Input material:
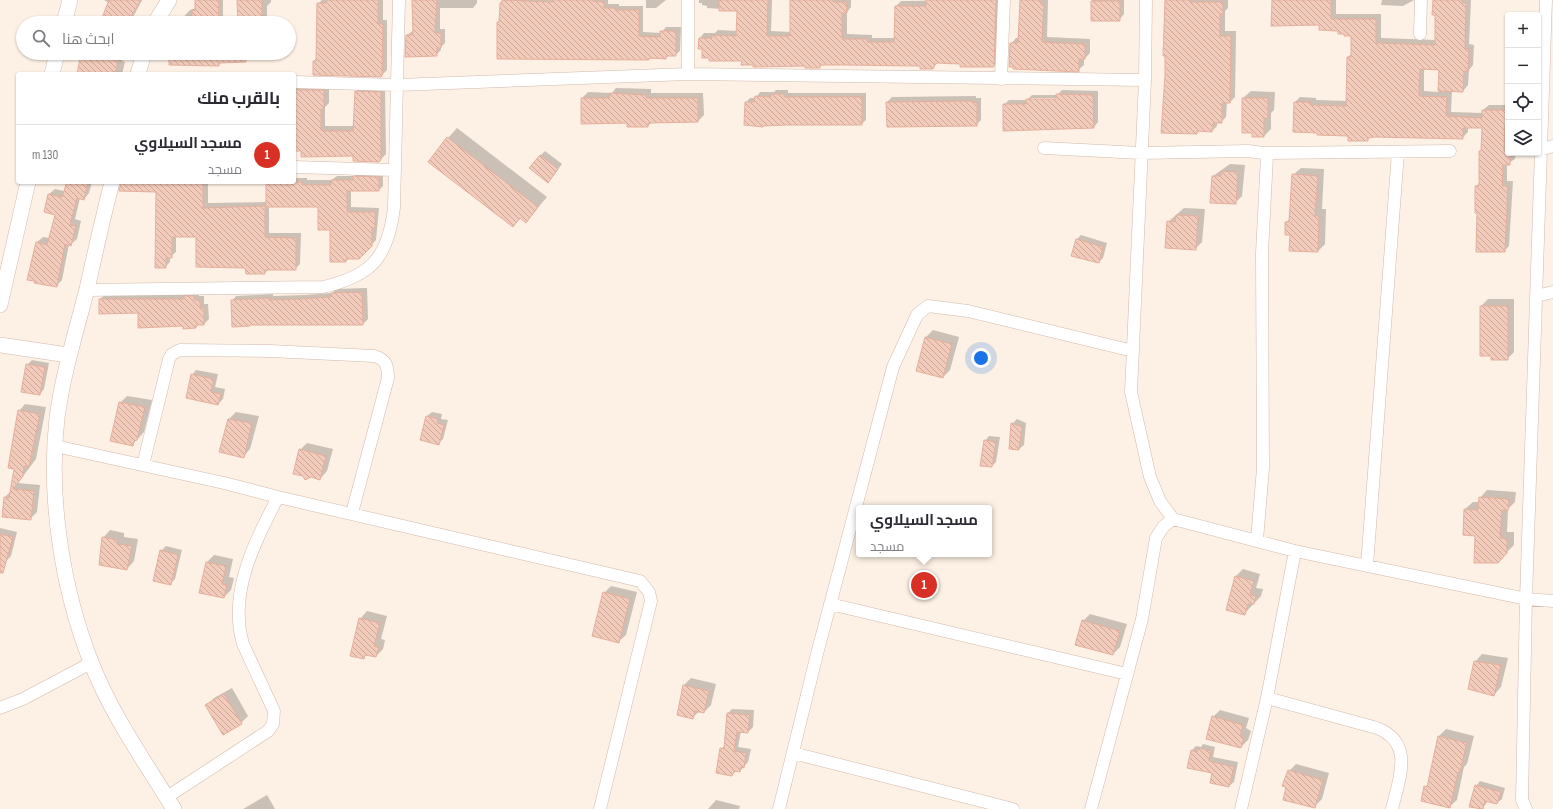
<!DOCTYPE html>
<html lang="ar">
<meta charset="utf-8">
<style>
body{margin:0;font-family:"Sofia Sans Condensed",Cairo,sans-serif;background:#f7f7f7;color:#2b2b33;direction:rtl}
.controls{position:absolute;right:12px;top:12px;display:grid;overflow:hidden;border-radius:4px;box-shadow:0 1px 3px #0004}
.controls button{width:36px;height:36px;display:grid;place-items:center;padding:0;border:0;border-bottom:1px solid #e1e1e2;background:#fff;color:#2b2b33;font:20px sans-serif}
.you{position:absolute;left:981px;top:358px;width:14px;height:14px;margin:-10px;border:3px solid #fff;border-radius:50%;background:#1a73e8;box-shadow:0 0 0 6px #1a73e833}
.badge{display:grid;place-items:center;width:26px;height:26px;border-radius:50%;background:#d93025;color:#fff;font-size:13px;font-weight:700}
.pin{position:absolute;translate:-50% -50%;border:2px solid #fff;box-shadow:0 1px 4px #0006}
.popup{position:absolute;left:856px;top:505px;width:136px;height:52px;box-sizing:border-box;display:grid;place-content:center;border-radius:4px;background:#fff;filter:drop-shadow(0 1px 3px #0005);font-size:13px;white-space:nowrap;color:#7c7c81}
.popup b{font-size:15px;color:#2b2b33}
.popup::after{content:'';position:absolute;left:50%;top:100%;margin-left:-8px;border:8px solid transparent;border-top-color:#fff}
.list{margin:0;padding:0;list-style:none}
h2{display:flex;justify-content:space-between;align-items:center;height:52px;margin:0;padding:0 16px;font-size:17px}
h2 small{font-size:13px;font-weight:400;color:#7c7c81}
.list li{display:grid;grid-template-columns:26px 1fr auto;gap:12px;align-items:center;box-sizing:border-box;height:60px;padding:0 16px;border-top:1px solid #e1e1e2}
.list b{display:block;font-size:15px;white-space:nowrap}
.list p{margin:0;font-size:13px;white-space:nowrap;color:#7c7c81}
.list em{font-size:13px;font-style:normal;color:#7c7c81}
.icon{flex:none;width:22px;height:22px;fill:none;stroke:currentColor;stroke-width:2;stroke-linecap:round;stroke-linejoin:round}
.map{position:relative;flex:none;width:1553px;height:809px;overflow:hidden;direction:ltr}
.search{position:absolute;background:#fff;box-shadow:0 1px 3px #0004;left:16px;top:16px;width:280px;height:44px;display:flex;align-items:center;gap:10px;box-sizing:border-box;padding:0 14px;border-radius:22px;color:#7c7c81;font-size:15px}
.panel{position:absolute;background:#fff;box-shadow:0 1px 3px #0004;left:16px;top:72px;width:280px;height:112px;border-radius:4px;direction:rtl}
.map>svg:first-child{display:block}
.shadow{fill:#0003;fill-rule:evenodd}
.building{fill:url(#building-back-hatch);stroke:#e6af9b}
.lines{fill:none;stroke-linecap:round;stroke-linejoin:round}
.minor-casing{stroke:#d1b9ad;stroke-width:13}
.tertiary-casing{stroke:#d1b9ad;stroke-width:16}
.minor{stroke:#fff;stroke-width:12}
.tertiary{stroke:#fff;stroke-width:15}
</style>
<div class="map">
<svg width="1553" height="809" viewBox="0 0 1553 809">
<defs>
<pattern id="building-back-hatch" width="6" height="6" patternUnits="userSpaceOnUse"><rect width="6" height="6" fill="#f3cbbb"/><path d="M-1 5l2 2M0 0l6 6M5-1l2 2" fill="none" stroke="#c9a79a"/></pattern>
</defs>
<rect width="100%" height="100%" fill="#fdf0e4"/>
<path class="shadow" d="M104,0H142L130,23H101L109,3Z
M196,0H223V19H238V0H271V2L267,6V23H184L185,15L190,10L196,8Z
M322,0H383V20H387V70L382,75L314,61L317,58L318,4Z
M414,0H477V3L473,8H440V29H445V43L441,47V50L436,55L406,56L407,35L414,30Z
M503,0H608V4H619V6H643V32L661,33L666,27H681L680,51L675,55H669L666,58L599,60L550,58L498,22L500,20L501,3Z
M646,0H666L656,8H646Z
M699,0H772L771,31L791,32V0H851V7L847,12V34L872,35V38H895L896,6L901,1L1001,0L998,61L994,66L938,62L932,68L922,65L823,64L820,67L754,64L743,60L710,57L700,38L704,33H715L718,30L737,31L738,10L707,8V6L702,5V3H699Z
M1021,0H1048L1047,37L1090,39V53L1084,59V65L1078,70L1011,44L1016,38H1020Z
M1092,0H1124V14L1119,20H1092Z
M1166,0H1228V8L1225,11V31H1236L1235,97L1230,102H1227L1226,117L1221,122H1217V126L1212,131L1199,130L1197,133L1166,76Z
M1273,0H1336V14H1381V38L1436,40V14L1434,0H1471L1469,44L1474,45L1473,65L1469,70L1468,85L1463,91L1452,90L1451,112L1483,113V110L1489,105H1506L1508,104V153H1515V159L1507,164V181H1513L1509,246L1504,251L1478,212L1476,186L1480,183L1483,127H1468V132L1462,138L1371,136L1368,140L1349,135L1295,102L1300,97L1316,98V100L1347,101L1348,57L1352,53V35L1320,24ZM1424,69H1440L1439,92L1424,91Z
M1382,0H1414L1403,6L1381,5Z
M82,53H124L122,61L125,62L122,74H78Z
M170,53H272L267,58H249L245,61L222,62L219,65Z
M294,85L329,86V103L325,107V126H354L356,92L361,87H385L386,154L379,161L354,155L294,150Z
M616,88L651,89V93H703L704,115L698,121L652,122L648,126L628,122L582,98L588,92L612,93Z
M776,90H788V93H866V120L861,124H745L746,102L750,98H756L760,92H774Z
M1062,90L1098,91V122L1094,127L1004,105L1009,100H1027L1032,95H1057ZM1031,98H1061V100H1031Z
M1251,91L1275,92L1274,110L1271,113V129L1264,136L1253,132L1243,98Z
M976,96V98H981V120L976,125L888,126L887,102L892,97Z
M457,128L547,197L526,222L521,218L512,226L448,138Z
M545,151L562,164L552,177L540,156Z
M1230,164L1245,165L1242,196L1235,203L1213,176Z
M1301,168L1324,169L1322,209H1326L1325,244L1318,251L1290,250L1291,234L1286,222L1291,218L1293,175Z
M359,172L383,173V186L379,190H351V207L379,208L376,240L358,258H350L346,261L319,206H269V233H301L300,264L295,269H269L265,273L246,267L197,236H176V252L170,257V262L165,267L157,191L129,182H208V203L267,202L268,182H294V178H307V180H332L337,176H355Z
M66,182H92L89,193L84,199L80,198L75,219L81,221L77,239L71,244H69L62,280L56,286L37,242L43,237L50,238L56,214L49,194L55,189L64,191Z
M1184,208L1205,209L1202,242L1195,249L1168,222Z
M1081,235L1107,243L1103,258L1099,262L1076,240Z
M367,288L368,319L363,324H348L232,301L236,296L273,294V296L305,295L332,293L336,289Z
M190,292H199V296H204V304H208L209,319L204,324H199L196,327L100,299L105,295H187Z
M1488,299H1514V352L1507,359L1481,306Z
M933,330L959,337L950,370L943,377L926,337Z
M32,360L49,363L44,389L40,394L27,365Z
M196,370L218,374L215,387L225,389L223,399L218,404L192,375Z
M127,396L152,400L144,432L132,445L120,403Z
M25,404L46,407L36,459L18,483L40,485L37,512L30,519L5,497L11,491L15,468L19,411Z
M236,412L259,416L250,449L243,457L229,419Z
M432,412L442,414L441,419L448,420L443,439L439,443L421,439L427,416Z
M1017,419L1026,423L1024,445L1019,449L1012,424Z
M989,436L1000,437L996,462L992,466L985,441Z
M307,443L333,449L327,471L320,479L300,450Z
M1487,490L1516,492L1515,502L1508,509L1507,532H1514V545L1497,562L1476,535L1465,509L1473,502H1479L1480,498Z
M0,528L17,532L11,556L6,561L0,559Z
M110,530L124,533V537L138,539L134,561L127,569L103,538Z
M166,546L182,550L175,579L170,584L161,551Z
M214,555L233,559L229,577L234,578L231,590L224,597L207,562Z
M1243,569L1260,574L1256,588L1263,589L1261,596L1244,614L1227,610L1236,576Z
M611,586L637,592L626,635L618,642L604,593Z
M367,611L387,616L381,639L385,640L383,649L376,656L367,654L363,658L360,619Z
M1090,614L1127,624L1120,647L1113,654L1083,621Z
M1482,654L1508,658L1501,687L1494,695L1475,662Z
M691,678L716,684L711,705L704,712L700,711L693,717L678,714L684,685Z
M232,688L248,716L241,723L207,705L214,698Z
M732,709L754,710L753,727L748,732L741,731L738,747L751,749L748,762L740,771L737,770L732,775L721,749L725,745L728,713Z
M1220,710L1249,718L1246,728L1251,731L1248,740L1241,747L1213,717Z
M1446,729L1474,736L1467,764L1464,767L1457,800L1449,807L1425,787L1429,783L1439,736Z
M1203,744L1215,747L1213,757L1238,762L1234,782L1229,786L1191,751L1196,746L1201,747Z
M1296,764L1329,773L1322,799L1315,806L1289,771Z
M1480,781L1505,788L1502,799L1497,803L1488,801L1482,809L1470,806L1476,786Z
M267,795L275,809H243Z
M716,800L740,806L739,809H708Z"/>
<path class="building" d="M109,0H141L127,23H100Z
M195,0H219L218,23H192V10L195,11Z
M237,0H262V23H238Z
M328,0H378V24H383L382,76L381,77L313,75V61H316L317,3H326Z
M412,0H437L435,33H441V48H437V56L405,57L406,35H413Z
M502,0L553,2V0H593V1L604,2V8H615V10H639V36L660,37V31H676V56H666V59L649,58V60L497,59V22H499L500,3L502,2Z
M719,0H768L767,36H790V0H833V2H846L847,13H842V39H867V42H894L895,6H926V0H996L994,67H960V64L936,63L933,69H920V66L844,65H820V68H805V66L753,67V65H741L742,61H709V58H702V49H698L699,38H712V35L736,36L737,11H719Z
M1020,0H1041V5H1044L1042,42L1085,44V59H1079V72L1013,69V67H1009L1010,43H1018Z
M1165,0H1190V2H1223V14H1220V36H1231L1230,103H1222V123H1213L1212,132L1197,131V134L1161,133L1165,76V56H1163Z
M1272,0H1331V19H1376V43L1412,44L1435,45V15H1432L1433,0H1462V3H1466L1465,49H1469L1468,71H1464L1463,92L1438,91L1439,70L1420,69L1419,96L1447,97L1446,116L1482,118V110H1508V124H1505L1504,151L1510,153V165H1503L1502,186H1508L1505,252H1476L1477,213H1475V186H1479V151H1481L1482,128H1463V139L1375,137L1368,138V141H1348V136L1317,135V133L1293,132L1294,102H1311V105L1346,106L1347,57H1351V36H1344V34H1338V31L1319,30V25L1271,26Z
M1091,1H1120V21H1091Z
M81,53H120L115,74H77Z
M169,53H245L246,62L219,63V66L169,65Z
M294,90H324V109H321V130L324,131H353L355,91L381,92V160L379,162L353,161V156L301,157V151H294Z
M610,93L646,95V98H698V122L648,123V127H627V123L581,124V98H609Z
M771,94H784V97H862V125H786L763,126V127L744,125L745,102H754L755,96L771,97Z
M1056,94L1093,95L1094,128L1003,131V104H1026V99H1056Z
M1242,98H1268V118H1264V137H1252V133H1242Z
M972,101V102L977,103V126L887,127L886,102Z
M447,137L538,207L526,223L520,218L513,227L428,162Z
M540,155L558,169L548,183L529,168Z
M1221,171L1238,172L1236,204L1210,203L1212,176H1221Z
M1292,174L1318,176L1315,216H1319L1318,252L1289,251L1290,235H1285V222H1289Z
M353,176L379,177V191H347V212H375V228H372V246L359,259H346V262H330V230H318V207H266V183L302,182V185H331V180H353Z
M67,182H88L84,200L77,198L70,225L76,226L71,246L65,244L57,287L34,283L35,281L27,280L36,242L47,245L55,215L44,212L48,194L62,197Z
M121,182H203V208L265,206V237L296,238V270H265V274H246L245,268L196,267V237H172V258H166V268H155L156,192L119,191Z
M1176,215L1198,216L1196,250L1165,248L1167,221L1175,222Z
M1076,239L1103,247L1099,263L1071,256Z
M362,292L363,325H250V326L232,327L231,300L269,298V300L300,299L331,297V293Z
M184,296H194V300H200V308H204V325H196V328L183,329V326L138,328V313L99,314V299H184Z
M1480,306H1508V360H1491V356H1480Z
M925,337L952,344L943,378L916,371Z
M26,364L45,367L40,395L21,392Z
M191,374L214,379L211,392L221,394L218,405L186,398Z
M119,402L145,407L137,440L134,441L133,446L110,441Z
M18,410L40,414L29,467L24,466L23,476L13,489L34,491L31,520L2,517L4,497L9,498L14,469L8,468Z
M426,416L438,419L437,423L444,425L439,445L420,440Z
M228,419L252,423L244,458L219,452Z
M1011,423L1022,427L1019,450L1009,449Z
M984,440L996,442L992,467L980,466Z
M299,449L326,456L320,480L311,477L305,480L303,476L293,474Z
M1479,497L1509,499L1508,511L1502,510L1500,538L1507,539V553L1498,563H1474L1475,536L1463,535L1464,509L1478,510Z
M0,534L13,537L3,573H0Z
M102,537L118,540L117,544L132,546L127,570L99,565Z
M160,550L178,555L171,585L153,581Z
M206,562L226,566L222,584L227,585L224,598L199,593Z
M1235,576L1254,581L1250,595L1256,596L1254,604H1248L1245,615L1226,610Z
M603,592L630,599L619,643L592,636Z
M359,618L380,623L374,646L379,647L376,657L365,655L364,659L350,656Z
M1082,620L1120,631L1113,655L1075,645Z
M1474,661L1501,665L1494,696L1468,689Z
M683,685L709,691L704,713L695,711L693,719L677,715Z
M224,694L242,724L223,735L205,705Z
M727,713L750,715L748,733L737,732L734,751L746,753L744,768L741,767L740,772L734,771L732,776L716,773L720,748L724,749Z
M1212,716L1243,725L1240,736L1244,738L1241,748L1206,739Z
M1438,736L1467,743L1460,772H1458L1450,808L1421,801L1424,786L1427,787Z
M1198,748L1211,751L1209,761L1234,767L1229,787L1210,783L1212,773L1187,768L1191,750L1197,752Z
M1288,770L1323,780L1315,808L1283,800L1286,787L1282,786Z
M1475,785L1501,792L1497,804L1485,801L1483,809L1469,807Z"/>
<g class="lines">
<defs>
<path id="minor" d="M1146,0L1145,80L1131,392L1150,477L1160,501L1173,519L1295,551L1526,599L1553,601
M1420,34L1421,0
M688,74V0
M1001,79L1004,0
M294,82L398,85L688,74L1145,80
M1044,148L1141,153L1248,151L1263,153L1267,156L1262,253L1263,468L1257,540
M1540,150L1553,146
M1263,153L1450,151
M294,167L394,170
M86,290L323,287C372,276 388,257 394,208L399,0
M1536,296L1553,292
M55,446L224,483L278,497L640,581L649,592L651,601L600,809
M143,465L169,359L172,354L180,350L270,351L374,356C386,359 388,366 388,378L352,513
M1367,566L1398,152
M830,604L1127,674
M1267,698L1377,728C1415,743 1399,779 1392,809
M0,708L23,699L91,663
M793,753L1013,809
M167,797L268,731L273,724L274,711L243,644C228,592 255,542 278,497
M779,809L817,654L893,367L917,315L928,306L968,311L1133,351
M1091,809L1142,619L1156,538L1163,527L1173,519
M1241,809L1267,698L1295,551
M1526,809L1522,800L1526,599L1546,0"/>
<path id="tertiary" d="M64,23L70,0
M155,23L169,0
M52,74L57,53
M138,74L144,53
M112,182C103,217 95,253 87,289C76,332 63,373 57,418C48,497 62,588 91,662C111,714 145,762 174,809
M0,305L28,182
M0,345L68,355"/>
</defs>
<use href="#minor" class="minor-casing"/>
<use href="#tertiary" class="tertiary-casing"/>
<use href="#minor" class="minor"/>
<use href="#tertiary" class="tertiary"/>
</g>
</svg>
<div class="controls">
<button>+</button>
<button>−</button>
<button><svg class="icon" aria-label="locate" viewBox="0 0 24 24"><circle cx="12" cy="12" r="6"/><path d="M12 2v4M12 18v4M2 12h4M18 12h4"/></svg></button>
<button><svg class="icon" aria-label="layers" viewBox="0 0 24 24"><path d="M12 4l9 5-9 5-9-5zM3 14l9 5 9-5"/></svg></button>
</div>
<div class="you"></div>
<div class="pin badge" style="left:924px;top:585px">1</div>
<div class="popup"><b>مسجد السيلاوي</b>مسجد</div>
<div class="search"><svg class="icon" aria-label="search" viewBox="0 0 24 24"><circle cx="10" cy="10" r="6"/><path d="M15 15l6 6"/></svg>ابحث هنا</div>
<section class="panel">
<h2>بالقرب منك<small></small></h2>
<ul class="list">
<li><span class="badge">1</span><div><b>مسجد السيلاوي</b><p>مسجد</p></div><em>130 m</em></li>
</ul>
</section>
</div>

What you should do:
Write out the lines above exactly, but only from the one containing "M55,446L224,483L278,497L640,581L649,592L651,601L600,809" through the last one.

Response:
M55,446L224,483L278,497L640,581L649,592L651,601L600,809
M143,465L169,359L172,354L180,350L270,351L374,356C386,359 388,366 388,378L352,513
M1367,566L1398,152
M830,604L1127,674
M1267,698L1377,728C1415,743 1399,779 1392,809
M0,708L23,699L91,663
M793,753L1013,809
M167,797L268,731L273,724L274,711L243,644C228,592 255,542 278,497
M779,809L817,654L893,367L917,315L928,306L968,311L1133,351
M1091,809L1142,619L1156,538L1163,527L1173,519
M1241,809L1267,698L1295,551
M1526,809L1522,800L1526,599L1546,0"/>
<path id="tertiary" d="M64,23L70,0
M155,23L169,0
M52,74L57,53
M138,74L144,53
M112,182C103,217 95,253 87,289C76,332 63,373 57,418C48,497 62,588 91,662C111,714 145,762 174,809
M0,305L28,182
M0,345L68,355"/>
</defs>
<use href="#minor" class="minor-casing"/>
<use href="#tertiary" class="tertiary-casing"/>
<use href="#minor" class="minor"/>
<use href="#tertiary" class="tertiary"/>
</g>
</svg>
<div class="controls">
<button>+</button>
<button>−</button>
<button><svg class="icon" aria-label="locate" viewBox="0 0 24 24"><circle cx="12" cy="12" r="6"/><path d="M12 2v4M12 18v4M2 12h4M18 12h4"/></svg></button>
<button><svg class="icon" aria-label="layers" viewBox="0 0 24 24"><path d="M12 4l9 5-9 5-9-5zM3 14l9 5 9-5"/></svg></button>
</div>
<div class="you"></div>
<div class="pin badge" style="left:924px;top:585px">1</div>
<div class="popup"><b>مسجد السيلاوي</b>مسجد</div>
<div class="search"><svg class="icon" aria-label="search" viewBox="0 0 24 24"><circle cx="10" cy="10" r="6"/><path d="M15 15l6 6"/></svg>ابحث هنا</div>
<section class="panel">
<h2>بالقرب منك<small></small></h2>
<ul class="list">
<li><span class="badge">1</span><div><b>مسجد السيلاوي</b><p>مسجد</p></div><em>130 m</em></li>
</ul>
</section>
</div>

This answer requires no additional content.